The $50k bot I’m glad I didn’t build

There was one more temptation. If I wanted truly strong poker, the textbook answer is a GTO solver: game-theory-optimal play, computed. I got close enough to scope it that there’s still a plan doc in the repo, just in case. Then I looked at the compute bill: on the order of $50,000 by my rough estimate at the time, to solve the spots I’d need.

I’m glad the number was absurd, because it stopped me long enough to see that the solver was the same mistake in a more expensive hat. A GTO bot is, by construction, unbeatable, and an unbeatable opponent is not fun.

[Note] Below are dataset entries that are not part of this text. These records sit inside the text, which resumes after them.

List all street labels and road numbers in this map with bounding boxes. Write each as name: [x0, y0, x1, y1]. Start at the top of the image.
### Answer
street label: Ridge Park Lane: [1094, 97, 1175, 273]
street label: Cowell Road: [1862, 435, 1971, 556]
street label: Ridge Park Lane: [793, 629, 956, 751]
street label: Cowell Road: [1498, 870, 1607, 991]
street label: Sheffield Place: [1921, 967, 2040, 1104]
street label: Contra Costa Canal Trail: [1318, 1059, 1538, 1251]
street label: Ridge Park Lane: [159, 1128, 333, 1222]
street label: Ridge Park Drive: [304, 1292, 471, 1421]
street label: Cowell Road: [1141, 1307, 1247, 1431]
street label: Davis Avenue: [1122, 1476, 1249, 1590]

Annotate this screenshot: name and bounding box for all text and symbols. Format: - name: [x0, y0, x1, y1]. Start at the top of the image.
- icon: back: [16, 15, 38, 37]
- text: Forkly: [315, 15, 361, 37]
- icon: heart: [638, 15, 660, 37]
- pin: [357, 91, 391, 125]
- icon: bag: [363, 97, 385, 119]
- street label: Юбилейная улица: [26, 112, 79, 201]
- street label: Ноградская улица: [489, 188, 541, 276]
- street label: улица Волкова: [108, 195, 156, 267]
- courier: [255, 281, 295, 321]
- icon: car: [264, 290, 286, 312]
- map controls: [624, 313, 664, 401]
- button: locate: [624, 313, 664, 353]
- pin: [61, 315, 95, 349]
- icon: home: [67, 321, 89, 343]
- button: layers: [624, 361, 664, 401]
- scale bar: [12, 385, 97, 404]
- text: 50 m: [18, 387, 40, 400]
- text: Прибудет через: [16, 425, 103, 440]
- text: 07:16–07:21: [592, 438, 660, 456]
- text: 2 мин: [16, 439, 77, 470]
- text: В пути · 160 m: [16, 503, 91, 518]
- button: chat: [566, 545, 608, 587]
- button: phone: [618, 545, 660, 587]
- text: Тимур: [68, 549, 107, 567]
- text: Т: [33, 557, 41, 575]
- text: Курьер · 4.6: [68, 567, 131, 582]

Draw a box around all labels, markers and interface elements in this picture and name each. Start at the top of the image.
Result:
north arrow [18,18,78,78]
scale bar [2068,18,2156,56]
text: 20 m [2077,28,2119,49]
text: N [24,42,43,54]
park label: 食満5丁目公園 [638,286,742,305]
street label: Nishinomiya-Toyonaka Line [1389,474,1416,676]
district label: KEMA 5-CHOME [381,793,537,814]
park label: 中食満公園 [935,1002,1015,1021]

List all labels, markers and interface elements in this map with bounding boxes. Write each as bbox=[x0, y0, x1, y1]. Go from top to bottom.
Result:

People don’t come to a poker table to admire perfect play. They come to find the leak, make the read, and take the pot they weren’t supposed to get. The whole appeal is exploitability. I’d been trying to build the one thing my players would least enjoy losing to.

One clarification, because someone always raises it: the top of poker has essentially been solved, just not by language models. The programs that beat the professionals, Libratus and Pluribus, are counterfactual-regret and search engines, not models you can ask to stay in character. The strong poker player and the convincing opponent have always been two different kinds of software. Trying to force one model to be both was the mistake underneath all the others.

What I’d tell anyone building with an LLM

The lesson wasn’t “LLMs are bad.” It’s that I’d put the model in the wrong layer. It’s extraordinary at the open-ended, subjective, voice-shaped work: being a character, reacting, talking. It’s unreliable at the part that has a correct answer and needs to be consistent, cheap, and measurable. For years I kept handing it the second job because it was so convincing at the first.

Take it out of the decision. Give it the lines instead. The game got cheaper, more honest, and more playable, and, the part I didn’t see coming, better at poker, the day I stopped trusting it to play.